Page MenuHome GnuPG

Kleopatra: Serialize listing of OpenPGP and S/MIME certificates
Closed, InvalidPublic

Description

Especially on Windows we seem to have a problem if multiple processes race to start gpg-agent (e.g. T7434: Kleopatra: Initial keylisting hangs for ~60 seconds (gpg-agent: Socket ...S.gpg-agent cannot be bound)).

In particular, during the initial keylisting gpg and gpgsm race to start gpg-agent if it isn't running already. This race can be avoided if we serialize the listing of OpenPGP and S/MIME certificates. The downside is that this will make the initial keylisting (actually all keylistings, but only the first one is really noticeable by the users) a bit slower.

Event Timeline

To explain why I have not changed this, even though we have observed these hangs for years.

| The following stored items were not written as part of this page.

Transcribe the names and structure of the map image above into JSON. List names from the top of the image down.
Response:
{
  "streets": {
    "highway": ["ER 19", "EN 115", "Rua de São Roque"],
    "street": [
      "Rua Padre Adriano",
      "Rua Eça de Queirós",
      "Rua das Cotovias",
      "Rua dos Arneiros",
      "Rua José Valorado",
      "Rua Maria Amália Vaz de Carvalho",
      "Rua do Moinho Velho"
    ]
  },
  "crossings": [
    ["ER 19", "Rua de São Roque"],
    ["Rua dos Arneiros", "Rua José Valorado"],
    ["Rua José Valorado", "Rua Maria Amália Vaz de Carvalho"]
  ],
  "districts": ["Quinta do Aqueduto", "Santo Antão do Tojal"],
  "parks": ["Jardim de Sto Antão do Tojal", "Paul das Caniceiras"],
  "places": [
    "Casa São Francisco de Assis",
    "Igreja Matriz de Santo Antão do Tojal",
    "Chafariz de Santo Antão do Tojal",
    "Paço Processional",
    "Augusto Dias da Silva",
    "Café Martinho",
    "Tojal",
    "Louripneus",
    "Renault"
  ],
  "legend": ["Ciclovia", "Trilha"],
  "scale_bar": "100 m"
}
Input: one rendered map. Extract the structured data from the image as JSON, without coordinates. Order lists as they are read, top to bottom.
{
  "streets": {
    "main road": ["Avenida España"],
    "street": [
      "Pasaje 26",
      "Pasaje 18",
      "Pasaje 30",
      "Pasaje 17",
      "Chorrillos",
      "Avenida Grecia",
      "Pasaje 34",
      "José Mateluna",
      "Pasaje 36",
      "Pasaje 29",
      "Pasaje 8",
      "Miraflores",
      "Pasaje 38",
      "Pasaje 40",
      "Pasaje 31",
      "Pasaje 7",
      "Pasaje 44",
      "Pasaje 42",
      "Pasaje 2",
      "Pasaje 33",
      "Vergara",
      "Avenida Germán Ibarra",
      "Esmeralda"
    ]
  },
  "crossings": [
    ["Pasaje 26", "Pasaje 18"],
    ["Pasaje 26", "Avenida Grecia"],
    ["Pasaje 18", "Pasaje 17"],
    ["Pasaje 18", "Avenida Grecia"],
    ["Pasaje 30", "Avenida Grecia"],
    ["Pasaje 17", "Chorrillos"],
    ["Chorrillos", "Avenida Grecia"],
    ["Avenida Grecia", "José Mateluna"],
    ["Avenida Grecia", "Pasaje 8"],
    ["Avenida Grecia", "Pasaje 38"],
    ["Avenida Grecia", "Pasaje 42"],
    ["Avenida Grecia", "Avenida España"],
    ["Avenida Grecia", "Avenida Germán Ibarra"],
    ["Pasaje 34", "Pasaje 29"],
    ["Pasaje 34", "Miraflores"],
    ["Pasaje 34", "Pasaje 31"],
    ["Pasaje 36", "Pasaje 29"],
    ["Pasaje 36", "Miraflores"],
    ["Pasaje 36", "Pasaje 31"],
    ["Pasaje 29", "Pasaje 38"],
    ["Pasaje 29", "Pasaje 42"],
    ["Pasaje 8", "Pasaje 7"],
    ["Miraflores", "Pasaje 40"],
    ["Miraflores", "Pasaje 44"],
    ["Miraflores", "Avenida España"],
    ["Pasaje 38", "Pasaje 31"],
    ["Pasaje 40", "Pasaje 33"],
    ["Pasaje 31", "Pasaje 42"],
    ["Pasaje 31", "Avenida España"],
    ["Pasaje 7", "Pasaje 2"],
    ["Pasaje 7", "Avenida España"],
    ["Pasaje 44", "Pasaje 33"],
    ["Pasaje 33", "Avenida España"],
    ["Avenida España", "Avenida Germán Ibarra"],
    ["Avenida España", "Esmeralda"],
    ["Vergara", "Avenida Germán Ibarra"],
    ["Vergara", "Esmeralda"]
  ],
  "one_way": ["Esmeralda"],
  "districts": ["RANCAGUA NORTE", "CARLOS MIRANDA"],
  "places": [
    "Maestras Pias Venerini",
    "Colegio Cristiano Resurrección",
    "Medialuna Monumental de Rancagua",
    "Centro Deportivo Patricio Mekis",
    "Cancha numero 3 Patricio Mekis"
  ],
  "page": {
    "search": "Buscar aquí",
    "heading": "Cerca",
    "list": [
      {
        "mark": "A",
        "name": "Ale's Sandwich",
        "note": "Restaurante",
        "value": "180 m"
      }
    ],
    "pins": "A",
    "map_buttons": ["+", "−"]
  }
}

I have never been able to reproduce a hang or issue without Kleopatra and only GPGME and only through keylistings. I just looked and still had the scripts I used for testing to mimic the calling pattern of Kleopatra lying around since this code is also run each time the security approval dialog is shown in Outlook.

Basically starting:

./run-keylist --offline --validate --with-secret --openpgp &
./run-keylist --offline --validate --with-secret --cms &
wait

A thousand times to find a problem. But for me these just worked, even on windows. And since S/MIME keylistings recalculate the validity of the chain they do some calculations so taking a performance hit without any evidence that this avoids a problem seemed wrong and so I have not changed this.

My suspicion was that some other command running in parallel might be the cause for it. e.g. if you start Kleo by double clicking an encrypted file a decrpyt/verify is running while the keycache is populated or with T6323: Kleopatra: Import multiple certificate files one after the other an import was running. Or that between the last start of Kleopatra and this time S/MIME certificates were added and the "allow-mark-trusted" pinentry would be needed multiple times. Or that a trustdb check was required. But now I see that T7434 seems to indicate that only the keylisting is running and I think the trustdb check is nowadays also disabled.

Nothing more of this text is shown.